Now in the midst of the pandemic, an economic crisis that has decimated the restaurant industry, renewed calls for racial justice, and a wave of sexual assault allegations against top chefs, restaurants stand in the crossroads of contemporary moral, political, and economic dilemmas. Yet the consensus response among British reviewers is to meet the crisis with banal culinary compliments—imploring restaurant critics to put down their hatchets and “accentuate the positives” since, in Rayner’s words, to “kick anyone in this business at the moment would be the act of an arsehole.” 

This is the heart of the case against bare-knuckle criticism: The problem is not the presence of negativity but the object of that negativity. The insult-comic style trains critics to channel their scorn toward minor errors rather than major iniquities, breeding a bipolar prose that lambasts rude hosts and greasy sauces with apocalyptic intensity yet says little to nothing about rapist chefs and unfair labor laws. In other words, pugilist prose offers an idiom of flamboyant irrelevance. This is a voice with strong words for small matters but polite silence for serious concerns—a voice that will not speak truth to power but only to cauliflower. 

In this context, the British critic’s vow to accentuate the positive is not a sign of taking responsibility but of shirking it, a refusal to address the real problems in the restaurant industry. Restaurant critics are the appointed arbiters of eating culture, leading public opinion on the key dining questions of the day, and pledging to “sheath” their pens until the “good times return” is akin to a general who will only step onto the battlefield during peacetime. Finding clever ways to insult soggy vegetables has never been a full realization of a critic’s talent and intelligence—and right now, the food world needs that intelligence and experience more than ever. 

I want to offer one final analogy to explain how the extremities of pugilist prose deform the critical imagination. This example comes courtesy of William Sitwell. “It is appropriate,” Sitwell declared on BBC’s Newsnight at the start of the shutdown, “that we [critics] don’t sharpen our pen and use them as knives and twist them into chefs and restaurateurs, because the hospitality industry is on its knees.” What’s revealing about this quote is the instinct to view a knife as a weapon and not a tool. Despite the fact that blades are a key instrument in cooking, medicine, woodwork, and countless other activities, Sitwell only sees a means for violence.
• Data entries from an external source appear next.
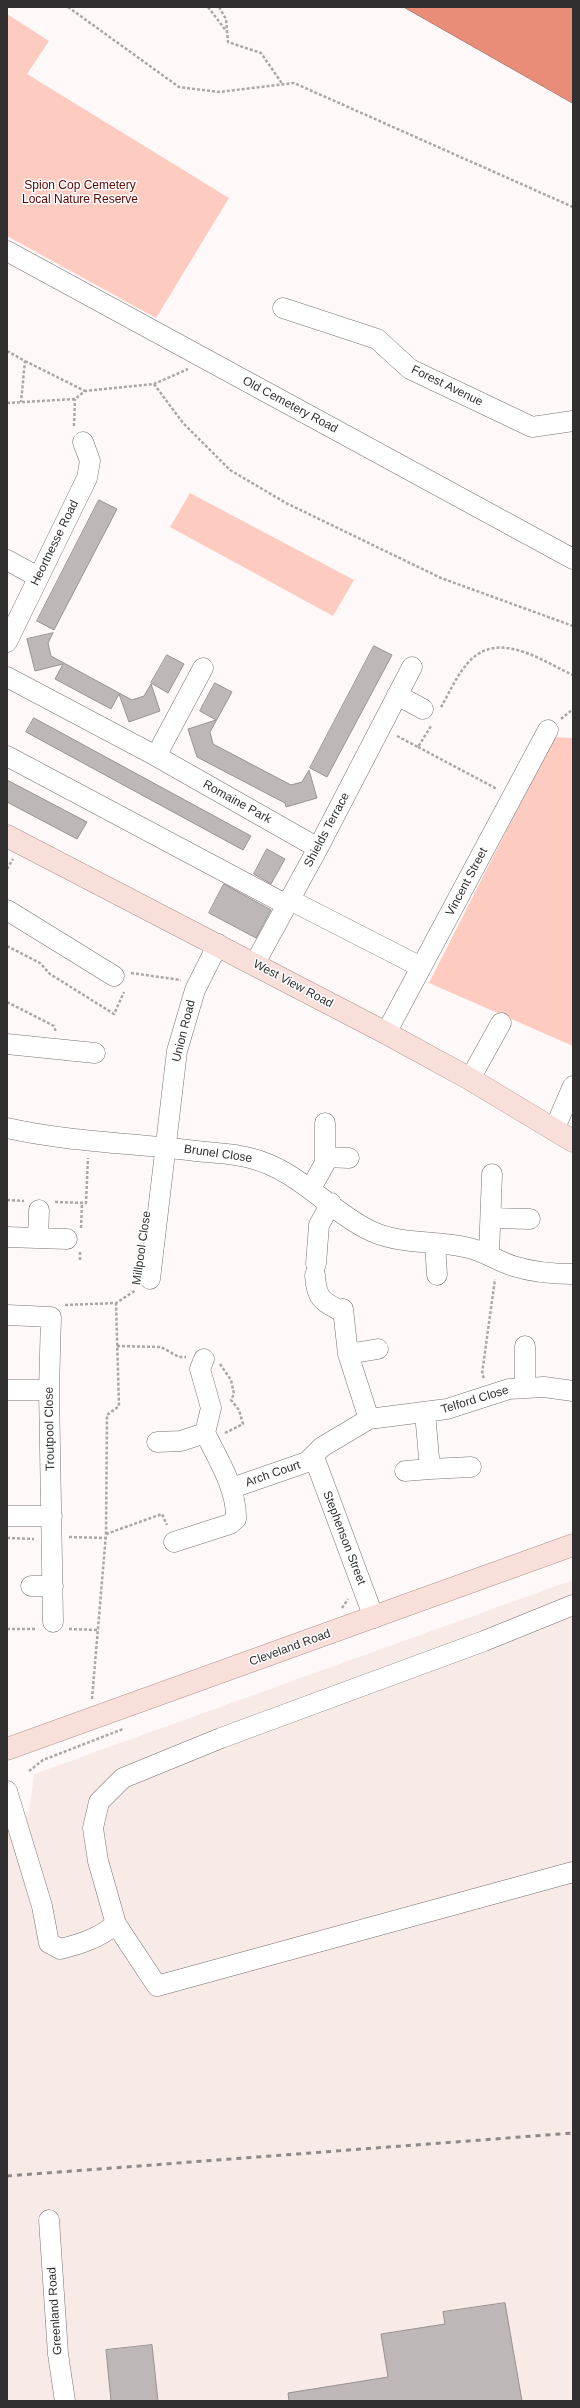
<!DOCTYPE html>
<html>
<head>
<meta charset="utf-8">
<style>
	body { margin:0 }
	#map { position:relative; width:580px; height:2408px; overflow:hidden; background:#fef9f8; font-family:Arial,sans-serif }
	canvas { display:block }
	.frame { position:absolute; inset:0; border:8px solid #312f2f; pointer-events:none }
</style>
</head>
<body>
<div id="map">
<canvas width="580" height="2408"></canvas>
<div class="frame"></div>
</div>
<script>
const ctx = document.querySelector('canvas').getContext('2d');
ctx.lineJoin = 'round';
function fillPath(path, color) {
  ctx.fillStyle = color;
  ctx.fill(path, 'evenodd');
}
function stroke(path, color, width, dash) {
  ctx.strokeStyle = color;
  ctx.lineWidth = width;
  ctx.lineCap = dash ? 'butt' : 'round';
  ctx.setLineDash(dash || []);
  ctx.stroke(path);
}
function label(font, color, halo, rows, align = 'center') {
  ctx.font = font + ' Arial,sans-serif';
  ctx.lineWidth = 3;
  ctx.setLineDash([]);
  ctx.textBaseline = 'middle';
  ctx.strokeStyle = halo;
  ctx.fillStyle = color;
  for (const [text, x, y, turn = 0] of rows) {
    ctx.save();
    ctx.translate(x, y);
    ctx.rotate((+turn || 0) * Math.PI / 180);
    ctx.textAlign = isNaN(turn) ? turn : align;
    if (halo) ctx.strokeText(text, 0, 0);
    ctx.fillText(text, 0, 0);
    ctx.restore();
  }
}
const built = new Path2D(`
	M573 1580V2401H7V1823L29 1814 34 1774Z`);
const green = new Path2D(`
	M7 14 49 41 27 74 229 198 156 318 7 236Z
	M190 493 354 580 333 616 170 527Z
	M554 737 573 738V1046L429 983Z`);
const water = new Path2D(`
	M404 7H573V103Z`);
const building = new Path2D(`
	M99 500 117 509 54 630 37 621Z
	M53 633 48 643 51 656 132 700 144 696 151 684 160 711 129 722 119 694 111 709 55 679 63 664 35 671 27 639Z
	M374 646 392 655 327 777 310 768Z
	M167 655 184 664 168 693 151 683Z
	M215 683 232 692 210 732 213 744 291 785 302 782 309 770 317 798 286 807 285 803 197 757 188 729 216 720 200 711Z
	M34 718 251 836 243 850 26 732Z
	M7 780 87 822 77 839 7 802Z
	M267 849 285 859 271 884 254 874Z
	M224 884 271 910 256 938 209 913Z
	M505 2303 522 2401H289L288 2393 388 2377 381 2334 445 2324 443 2312Z
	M152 2345 158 2401H111L106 2350Z`);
const path = new Path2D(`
	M68 7 179 87 219 92 294 83 573 207
	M208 7 227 32
	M219 7 226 19 228 42 261 53 283 85
	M7 351 25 361 21 402
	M25 361 85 391
	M154 384 183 423 230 470 286 503 441 578 573 626
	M7 403 75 399 85 391 154 384 188 369
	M74 426 75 399
	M441 707C451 690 461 665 478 654 507 635 546 663 573 675
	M561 719 573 709
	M397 736 418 747 431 726
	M418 747 497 789
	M7 869 13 859
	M7 946 40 963 50 974 114 1014 124 992
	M131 973 181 980
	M7 1002 54 1026 56 1032
	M7 1200 24 1201
	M55 1202 86 1203 88 1158
	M81 1228 82 1203
	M80 1260V1251
	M65 1305 116 1303 136 1290
	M117 1346 161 1347 179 1357H186
	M220 1364 231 1380 234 1394 231 1400 239 1410 243 1424 225 1433
	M484 1378 482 1374 495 1279
	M106 1534 162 1514 167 1525
	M69 1537 106 1538
	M7 1538 34 1539
	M342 1608 348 1599
	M7 1629H36
	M69 1629 99 1630
	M92 1699 106 1534 107 1415 119 1406 116 1303
	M29 1771 43 1760 123 1729`);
const minor = new Path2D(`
	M7 251 573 559
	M283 308 377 339 410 369 532 427 573 421
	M7 560 38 577
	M7 642 87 478 90 461 83 442
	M7 677 156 756 318 848
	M397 695 423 709
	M7 756 287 905
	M156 756 203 668
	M290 900 421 967
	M7 910 114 976
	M255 963 318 848 412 667
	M386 1033 548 730
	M7 1044 95 1053
	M470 1079 501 1023
	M7 1128C69 1142 133 1143 196 1151 213 1153 233 1153 250 1158 299 1170 329 1211 371 1231 400 1245 437 1240 469 1248 485 1252 498 1261 513 1266 532 1272 553 1274 573 1274
	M554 1130 573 1086
	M325 1157 349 1158
	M311 1188 325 1163V1123
	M491 1218 530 1219
	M7 1237 67 1239
	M38 1238 39 1210
	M435 1243 437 1275
	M489 1254 492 1174
	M316 1264 319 1225 331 1203
	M315 1275C316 1299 323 1302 343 1312
	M150 1279 177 1051 195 990 218 944
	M343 1309 348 1354 369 1419
	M7 1315 51 1317 49 1390 53 1622
	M525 1346V1387
	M348 1354 378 1349
	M204 1359 200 1369 211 1408 205 1433
	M7 1390H49
	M425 1413 430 1469 471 1467
	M157 1442 181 1441 205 1433C218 1459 237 1489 236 1519L230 1524 174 1542
	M314 1457 374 1618
	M405 1471 430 1469
	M232 1488 307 1462 322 1447 369 1419 447 1409 509 1389 544 1387 573 1391
	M7 1516H52
	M31 1586H53
	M573 1605 484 1641 221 1738 123 1778 99 1802 93 1828 98 1861 116 1924 157 1986 573 1872
	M7 1791 42 1906 49 1943 60 1949C81 1944 99 1938 116 1924
	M49 2220 58 2354 65 2401`);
const major = new Path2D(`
	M7 836 386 1033 470 1079 573 1141
	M7 1749 573 1545`);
const rail = new Path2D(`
	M7 2176 573 2133`);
const parkNames = [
	["Spion Cop Cemetery",80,186],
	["Local Nature Reserve",80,200]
];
const streetNames = [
	["Forest Avenue",447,386,26],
	["Old Cemetery Road",290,405,28],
	["Heortnesse Road",55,543,-64],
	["Romaine Park",237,802,29],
	["Shields Terrace",327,830,-62],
	["Vincent Street",467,882,-62],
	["West View Road",293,984,28],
	["Union Road",184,1031,-76],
	["Brunel Close",218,1154,8],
	["Millpool Close",142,1248,-82],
	["Telford Close",475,1400,-17],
	["Troutpool Close",50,1429,-91],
	["Arch Court",273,1474,-19],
	["Stephenson Street",344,1538,69],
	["Cleveland Road",290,1648,-20],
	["Greenland Road",55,2311,-94]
];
fillPath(built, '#f8eae6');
fillPath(green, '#fdcbc0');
fillPath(water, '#e98d79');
stroke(water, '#b27163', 1);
fillPath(building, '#bdb8b7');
stroke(building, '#989391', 1);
stroke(minor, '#777271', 21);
stroke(major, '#af948e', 23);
stroke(path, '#aba7a7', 2.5, [3, 2]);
stroke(minor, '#fff', 20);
stroke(major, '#f8dfda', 22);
stroke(rail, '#8e8a8a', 3, [5, 5]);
label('12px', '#5a0500', '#fff', parkNames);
label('12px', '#312f2f', '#fff', streetNames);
</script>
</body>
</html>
Think about Sitwell’s image: the bloodied restaurant industry on its knees as the critic brandishes a knife deciding between mercy and mutilation. This brutal simplification—picturing the sharp-minded reviewer not as a craftsman or surgeon but a murderer—is the ultimate outcome of long-term exposure to insult criticism.
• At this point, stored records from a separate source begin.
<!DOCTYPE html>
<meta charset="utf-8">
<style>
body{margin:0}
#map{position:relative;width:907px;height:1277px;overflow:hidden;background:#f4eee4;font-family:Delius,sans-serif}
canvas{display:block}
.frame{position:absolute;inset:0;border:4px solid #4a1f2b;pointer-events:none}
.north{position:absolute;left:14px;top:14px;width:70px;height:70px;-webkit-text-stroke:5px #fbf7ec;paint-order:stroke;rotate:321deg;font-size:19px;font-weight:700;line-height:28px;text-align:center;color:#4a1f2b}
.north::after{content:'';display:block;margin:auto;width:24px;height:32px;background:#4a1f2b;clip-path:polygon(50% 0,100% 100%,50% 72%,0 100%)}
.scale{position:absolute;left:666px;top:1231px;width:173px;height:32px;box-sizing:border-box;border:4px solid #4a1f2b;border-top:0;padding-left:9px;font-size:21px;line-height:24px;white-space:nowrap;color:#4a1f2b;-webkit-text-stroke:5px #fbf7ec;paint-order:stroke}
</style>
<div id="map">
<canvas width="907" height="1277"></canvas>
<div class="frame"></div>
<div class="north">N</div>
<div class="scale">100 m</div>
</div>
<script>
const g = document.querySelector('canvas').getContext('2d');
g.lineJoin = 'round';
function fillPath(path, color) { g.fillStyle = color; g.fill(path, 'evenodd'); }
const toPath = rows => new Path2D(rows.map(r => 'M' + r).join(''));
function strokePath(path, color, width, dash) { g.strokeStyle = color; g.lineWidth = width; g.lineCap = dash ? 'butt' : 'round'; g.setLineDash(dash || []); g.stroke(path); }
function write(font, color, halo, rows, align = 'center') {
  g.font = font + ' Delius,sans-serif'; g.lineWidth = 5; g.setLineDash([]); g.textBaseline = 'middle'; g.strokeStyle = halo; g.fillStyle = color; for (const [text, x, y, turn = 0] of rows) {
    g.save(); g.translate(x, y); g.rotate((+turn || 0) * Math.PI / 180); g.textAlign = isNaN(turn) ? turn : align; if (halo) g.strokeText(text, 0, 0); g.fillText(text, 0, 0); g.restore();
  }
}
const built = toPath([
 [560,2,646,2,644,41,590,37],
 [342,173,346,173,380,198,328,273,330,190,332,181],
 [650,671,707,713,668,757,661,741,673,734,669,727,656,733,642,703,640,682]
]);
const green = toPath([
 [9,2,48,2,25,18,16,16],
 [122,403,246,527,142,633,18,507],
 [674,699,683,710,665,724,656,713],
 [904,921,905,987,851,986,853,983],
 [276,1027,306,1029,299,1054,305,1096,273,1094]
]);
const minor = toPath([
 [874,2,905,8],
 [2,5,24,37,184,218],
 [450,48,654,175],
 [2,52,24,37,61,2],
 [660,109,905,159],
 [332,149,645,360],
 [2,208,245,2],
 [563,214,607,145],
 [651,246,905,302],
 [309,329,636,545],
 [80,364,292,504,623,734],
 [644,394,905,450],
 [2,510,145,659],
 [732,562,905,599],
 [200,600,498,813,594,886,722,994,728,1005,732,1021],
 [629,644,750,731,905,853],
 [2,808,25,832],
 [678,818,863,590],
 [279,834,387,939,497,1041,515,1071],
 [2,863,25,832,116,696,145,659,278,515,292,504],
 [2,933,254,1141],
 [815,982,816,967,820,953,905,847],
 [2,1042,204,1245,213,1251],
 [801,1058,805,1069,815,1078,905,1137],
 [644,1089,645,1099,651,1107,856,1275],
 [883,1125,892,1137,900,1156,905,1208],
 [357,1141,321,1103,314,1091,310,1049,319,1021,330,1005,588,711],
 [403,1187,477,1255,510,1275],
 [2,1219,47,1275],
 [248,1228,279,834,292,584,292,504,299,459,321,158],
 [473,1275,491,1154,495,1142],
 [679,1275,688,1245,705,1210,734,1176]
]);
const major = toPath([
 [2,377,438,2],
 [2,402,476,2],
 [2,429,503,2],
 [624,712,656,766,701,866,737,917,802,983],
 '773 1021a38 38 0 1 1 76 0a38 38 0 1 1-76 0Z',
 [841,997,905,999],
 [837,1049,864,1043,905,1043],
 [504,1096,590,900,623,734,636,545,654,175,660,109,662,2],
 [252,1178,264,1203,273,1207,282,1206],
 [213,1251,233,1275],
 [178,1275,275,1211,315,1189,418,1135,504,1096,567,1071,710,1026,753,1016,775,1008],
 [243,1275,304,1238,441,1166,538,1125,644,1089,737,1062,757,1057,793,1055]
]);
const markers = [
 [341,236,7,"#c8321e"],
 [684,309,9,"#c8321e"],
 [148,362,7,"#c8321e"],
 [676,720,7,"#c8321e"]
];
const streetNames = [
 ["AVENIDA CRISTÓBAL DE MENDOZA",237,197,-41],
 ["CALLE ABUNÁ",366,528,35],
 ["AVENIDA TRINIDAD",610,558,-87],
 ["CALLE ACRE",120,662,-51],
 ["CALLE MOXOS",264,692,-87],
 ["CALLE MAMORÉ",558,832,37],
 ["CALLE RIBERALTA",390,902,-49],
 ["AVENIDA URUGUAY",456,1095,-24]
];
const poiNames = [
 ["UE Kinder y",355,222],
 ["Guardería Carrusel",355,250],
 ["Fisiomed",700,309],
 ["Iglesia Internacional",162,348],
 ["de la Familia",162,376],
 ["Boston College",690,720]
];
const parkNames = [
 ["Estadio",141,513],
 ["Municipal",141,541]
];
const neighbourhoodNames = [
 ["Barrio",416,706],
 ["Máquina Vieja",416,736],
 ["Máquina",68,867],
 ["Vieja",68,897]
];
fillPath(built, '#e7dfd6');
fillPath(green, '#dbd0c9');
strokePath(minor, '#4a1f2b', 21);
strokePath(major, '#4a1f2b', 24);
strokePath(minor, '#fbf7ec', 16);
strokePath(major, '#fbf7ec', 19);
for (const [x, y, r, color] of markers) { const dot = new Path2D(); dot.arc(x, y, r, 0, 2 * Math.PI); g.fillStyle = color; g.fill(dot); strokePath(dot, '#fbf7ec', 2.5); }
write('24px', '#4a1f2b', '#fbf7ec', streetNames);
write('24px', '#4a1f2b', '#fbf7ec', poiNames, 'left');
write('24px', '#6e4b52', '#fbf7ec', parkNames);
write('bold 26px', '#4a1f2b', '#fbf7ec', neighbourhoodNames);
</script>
Sitwell’s analogy offers a parable of missed potential: The critic holds an instrument of healing in his hand but only perceives its power for pain. The trouble is not the critic’s tool but the critic’s attitude. We must reclaim healthy negativity as a tool of incisive awareness and teach restaurant critics to wield their intellect like a scalpel rather than a cudgel. Because if medicine was the guiding metaphor for restaurant reviews, rather than murder, critics might begin to approach the dining industry less as a victim deserving pity than a patient deserving treatment. And when a patient in critical condition seeks surgery, no responsible doctor would sheath their scalpel and call it charity.